Dillard T A, Piantadosi S, Rajagopal K R
Am Rev Respir Dis. 1985 Aug;132(2):230-5. doi: 10.1164/arrd.1985.132.2.230.
In chronic air-flow obstruction (CAO), inspiratory mechanics constitute a potential mechanism of compensation for limitation of expiratory air flow. We sought to determine whether assessment of inspiratory function could improve our ability to predict ventilation at maximal exercise (Ve max) in patients with CAO. Resting inspiratory and expiratory pulmonary function studies from 20 patients with ventilatory limitation of exercise due to CAO provided data for development of a new regression model for Ve max. Maximal exercise was quantitated from breath-by-breath analysis of exercise responses at cycle ergometry with work increments of 25 watts each min to tolerance.
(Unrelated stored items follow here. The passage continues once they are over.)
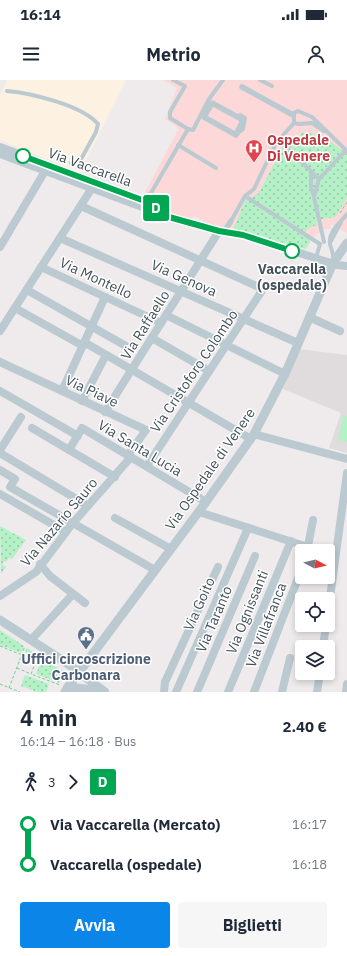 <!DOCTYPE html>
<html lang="it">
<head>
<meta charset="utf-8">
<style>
  :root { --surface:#fff; --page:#f6f6f7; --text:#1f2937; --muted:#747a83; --accent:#0c85e9 }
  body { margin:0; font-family:"IBM Plex Sans",sans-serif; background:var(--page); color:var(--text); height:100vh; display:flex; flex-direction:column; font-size:15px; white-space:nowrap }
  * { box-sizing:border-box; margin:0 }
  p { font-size:13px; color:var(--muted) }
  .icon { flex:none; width:22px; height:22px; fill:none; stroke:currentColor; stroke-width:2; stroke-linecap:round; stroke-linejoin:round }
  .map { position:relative; height:612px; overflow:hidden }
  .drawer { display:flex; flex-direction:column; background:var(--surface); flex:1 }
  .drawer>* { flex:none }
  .badge { padding:0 8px; border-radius:3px; font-size:14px; line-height:26px }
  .needle { width:26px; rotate:97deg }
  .controls { position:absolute; left:295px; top:464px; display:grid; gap:8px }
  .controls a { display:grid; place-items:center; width:40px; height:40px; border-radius:4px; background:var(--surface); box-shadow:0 2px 6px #0003; font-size:20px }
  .map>.badge { position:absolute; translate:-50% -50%; box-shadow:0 0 0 2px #fff }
  .legs { display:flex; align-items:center; gap:6px; height:44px; padding:0 20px; font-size:13px }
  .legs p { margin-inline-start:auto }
  .headline { display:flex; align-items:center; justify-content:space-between; height:68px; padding:0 20px }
  h1 { font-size:22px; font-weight:700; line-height:30px }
  .button { display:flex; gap:8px; margin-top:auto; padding:8px 20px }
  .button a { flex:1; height:46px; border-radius:4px; background:var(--accent); color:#fff; font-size:16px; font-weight:700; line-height:46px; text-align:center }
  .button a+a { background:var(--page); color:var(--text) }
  ul { padding:0 20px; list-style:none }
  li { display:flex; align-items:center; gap:14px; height:40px; font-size:15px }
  li i { display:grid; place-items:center; width:6px; height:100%; margin:0 5px; background:currentColor }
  li i::after { content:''; width:10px; height:10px; margin:-5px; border:3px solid; border-radius:50%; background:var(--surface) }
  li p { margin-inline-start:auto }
  li:first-child i { background:linear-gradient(#0000 50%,currentColor 0) }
  li:last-child i { background:linear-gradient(currentColor 50%,#0000 0) }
  .status { display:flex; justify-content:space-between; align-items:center; height:28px; padding:0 20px; background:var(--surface); direction:ltr }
  .status svg { height:11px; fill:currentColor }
  header { display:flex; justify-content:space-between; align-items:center; height:52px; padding:0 20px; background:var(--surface); font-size:18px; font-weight:700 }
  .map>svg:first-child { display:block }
  .commercial { fill:#fdf2e2 }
  .education { fill:#e0dcde }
  .medical { fill:#fcd8d9 }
  .green { fill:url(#green-dots) }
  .pitch { fill:#b5f1c6 }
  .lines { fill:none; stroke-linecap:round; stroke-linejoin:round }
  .path { stroke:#6bd193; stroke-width:1; stroke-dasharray:3 2; stroke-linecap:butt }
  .service { stroke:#bbc9d0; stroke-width:4 }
  .pedestrian { stroke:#bbc9d0; stroke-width:5.5 }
  .minor { stroke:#bbc9d0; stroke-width:8 }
  .tertiary { stroke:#bbc9d0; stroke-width:9 }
  .line-1-casing { stroke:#fff; stroke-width:9 }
  .line-1 { stroke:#00a651; stroke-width:6 }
  .stop-1-dot { fill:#fff; stroke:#00a651; stroke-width:2 }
  .labels { text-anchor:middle; stroke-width:3; stroke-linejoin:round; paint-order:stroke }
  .health-label { font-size:14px; font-weight:bold; fill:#be3a42; stroke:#fff; text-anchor:start }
  .street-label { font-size:14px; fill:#43525a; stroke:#fff }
  .stop-label { font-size:14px; font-weight:bold; fill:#43525a; stroke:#fff }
  .service-label { font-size:14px; font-weight:bold; fill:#4e5e75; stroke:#fff }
</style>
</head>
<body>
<div class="status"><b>16:14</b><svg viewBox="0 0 49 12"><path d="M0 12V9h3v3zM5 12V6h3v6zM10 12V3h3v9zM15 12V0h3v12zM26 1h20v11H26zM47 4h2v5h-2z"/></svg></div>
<header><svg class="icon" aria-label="menu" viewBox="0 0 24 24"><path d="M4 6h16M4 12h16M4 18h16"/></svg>Metrio<svg class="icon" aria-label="person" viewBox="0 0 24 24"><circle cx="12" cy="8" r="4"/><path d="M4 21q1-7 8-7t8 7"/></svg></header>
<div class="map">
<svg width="347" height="612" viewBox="0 0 347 612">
  <defs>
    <pattern id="green-dots" width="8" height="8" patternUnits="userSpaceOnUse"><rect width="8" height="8" fill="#b5f1c6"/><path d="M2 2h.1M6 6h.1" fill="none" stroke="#95c6a4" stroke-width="1.8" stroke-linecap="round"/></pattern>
  </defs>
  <rect width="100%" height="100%" fill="#efebec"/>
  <!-- commercial -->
  <path class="commercial" d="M7,0h119l-46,92 -80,-32v-45z"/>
  <!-- education -->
  <path class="education" d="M299,269l48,6v98l-18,-5 12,-35 -58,-24z"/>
  <!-- medical -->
  <path class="medical" d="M163,0h184v153l-16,-9 -1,5h-6l-13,11 -5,9 -60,-17 -26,-3 -26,-13 -3,5 -20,-8 -28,-17 35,-66 -2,-4 -11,-7 12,-31z"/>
  <!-- green -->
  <g class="green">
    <path d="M303,52l19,3 25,19v44l-12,19 -19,3 1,5 -9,3 -4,7 7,5 -5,9 -73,-19 12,-29 13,-7 29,-54 11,-3z"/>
    <path d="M0,446l26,14 -14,19 -3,-1 -3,4 -2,-1 -2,3 4,3 -5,7z"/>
    <path d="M0,550l24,16 -3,7 -21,-8z"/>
    <path d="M27,568l37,24 -5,11 -23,-9 5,-12 -17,-7z"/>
    <path d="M25,595l24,9 -3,8h-9l-16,-6z"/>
  </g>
  <!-- pitch -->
  <path class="pitch" d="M343,335l4,1v26l-9,-2z"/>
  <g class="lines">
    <!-- path -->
    <g class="path">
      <path d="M340,133l7,-11"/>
      <path d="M0,566l36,15 -5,13 29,11"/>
      <path d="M17,588l14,6"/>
      <path d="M0,604l20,8"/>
      <path d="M9,608l16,-42"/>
    </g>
    <!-- service -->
    <g class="service">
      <path d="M173,0l12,6 -15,26v6l18,11 5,1 16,-31 14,-19"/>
      <path d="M260,0l12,6"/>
      <path d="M7,11c23,2 75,14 91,33l-2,8 -16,29 -9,2"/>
      <path d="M324,51l-12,-8 -13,1 -5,-1v-10l4,-2 14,6 35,34"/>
      <path d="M238,53l5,-4 2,-11 -5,-3"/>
      <path d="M279,60l40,39"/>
      <path d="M178,65l38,23"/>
      <path d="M311,92v15l3,10"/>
      <path d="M151,113l37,-64"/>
      <path d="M245,116l75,48"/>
      <path d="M231,141l14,-25 9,-7 22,-46 18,-20"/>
      <path d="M331,161l10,-19"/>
      <path d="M324,162l-10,-45 5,-18 27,-29"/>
      <path d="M316,178l4,-14"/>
      <path d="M333,179c1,-7 -2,-9 -3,-15 -2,-13 11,-22 17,-30"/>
    </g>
    <!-- pedestrian -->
    <g class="pedestrian">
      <path d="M242,7l51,28"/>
      <path d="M212,23l31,17 -7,15 -32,-18z"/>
      <path d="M224,152l7,-11"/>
    </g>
    <!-- minor -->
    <g class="minor">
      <path d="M0,67l142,53 27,17 50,14 24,4 94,30 10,1"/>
      <path d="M0,74l153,57"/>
      <path d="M81,126l182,83 -116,177"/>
      <path d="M60,158l238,105"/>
      <path d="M0,167l45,-76"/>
      <path d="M41,187l120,56"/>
      <path d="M27,210l99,56"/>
      <path d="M15,228l68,38"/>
      <path d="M166,235l119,59"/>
      <path d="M309,237l31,14"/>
      <path d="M0,251l92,-143"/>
      <path d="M152,258l57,33"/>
      <path d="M84,262l167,97"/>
      <path d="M0,282l146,68 -18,25"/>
      <path d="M0,311l78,45"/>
      <path d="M62,311l43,-94"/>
      <path d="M82,321l24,-46"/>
      <path d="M105,332l114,-181"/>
      <path d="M32,348l83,49"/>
      <path d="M254,354l93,25"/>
      <path d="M0,370l21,-33"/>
      <path d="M69,370l13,-22 124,74"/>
      <path d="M0,373l88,53"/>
      <path d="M0,390l15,9 -5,8 145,83"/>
      <path d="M0,414l66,38"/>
      <path d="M199,432l109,35"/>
      <path d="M115,438l56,31"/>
      <path d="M307,471l6,-31"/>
      <path d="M40,484l10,12 35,27"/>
      <path d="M0,516l36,-24 36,-48 59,-67"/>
      <path d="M328,532l19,-139"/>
      <path d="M31,560l42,-46"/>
      <path d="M323,567l3,-22"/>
      <path d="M164,612l1,-10 53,-115"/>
      <path d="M176,612l72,-164"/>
      <path d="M197,612l58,-136"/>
      <path d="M228,612l63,-151"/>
      <path d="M254,612l48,-124"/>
      <path d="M282,612l8,-34"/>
      <path d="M317,612l3,-19"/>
      <path d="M346,612l1,-8"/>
    </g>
    <!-- tertiary -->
    <g class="tertiary">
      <path d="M0,540l68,44 37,28"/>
      <path d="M68,607l34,4"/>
      <path d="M65,612l3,-5 138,-185 48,-68 31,-60 48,-111 14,-20"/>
    </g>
  </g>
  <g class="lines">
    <!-- line-1 casing -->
    <g class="line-1-casing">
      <path id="line-1" d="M23,76l119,44 27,17 50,14 24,4 49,16"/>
    </g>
    <!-- line-1 -->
    <use href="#line-1" class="line-1"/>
  </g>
  <!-- icons -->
  <defs>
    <g id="hospital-pin" transform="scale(0.9)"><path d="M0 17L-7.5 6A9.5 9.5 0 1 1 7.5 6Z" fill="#e0444e" stroke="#fff"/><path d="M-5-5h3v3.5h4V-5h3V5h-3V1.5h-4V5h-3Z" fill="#fff"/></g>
    <g id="civic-pin" transform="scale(0.9)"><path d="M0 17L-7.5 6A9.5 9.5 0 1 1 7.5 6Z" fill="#5c6f8a" stroke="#fff"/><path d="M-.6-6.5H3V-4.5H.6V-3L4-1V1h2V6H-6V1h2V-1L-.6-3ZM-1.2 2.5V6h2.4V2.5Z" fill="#fff"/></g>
  </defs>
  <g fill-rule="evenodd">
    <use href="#hospital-pin" x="254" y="68"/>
    <use href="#civic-pin" x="86" y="555"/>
  </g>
  <!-- markers -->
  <g class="stop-1-dot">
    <circle cx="23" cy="76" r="7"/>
    <circle cx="292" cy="171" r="7"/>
  </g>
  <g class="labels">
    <!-- health labels -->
    <g class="health-label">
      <text x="267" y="65">Ospedale<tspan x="267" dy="16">Di Venere</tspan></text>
    </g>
    <!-- street labels -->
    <g class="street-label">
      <text transform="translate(90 87) rotate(20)" y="5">Via Vaccarella</text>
      <text transform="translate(96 198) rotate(25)" y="5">Via Montello</text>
      <text transform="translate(184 198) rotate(24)" y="5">Via Genova</text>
      <text transform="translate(145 245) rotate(-58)" y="5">Via Raffaello</text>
      <text transform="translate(194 291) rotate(-56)" y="5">Via Cristoforo Colombo</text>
      <text transform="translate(92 311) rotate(25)" y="5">Via Piave</text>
      <text transform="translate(140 368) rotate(31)" y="5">Via Santa Lucia</text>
      <text transform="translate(210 389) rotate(-55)" y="5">Via Ospedale di Venere</text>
      <text transform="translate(59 442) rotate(-50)" y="5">Via Nazario Sauro</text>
      <text transform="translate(199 524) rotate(-66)" y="5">Via Goito</text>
      <text transform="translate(247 532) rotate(-68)" y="5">Via Ognissanti</text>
      <text transform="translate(214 539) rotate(-67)" y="5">Via Taranto</text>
      <text transform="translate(266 545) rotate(-69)" y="5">Via Villafranca</text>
    </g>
    <!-- stop labels -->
    <g class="stop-label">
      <text x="292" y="194">Vaccarella<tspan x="292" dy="16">(ospedale)</tspan></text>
    </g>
    <!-- service labels -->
    <g class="service-label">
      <text x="86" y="584">Uffici circoscrizione<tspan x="86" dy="16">Carbonara</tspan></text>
    </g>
  </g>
</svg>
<div class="controls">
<a><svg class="needle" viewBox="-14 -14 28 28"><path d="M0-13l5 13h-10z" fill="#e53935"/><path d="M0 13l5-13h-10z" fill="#747a83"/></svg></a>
<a><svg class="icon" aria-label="locate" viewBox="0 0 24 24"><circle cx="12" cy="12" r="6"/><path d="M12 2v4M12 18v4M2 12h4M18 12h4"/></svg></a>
<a><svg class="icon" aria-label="layers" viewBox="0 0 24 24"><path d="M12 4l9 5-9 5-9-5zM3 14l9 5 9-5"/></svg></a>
</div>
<b class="badge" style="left:156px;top:128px;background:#00a651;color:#fff">D</b>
</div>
<section class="drawer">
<div class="headline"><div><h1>4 min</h1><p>16:14 – 16:18 · Bus</p></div><b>2.40 €</b></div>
<div class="legs"><svg class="icon" aria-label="walk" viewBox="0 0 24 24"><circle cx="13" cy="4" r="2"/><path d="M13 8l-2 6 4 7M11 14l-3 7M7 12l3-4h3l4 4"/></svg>3<svg class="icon" aria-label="forward" viewBox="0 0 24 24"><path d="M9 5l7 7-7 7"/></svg><b class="badge" style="background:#00a651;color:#fff">D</b></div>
<ul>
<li><i style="color:#00a651"></i><b>Via Vaccarella (Mercato)</b><p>16:17</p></li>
<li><i style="color:#00a651"></i><b>Vaccarella (ospedale)</b><p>16:18</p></li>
</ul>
<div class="button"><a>Avvia</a><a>Biglietti</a></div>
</section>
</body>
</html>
Multiple regression analysis by 3 methods gave identical results. A 2-variable formula containing peak inspiratory flow rate (PIFR) and the forced expiratory volume in one second (FEV1) correlated strongly with Ve max (r = 0.967) in the formula Ve max (L/min) = 21.34 FEV1 (L) + 6.28 PIFR (L/s) +3.94 (95% Cl = +/- 18 L/min). This model was significantly different from published models containing FEV1 alone (p = 0.0002) and was not improved by additional variables. Similar formulas derived for emphysematous and bronchitic clinical types of CAO did not exhibit significantly different slope and intercept coefficients. Both PIFR and FEV1 correlated strongly with tidal volume at maximal exercise. The PIFR also correlated well with resting peak inspiratory airway pressure (r = 0.775). We conclude that consideration of PIFR in addition to FEV1 can improve our clinical ability to predict Ve max in patients with CAO.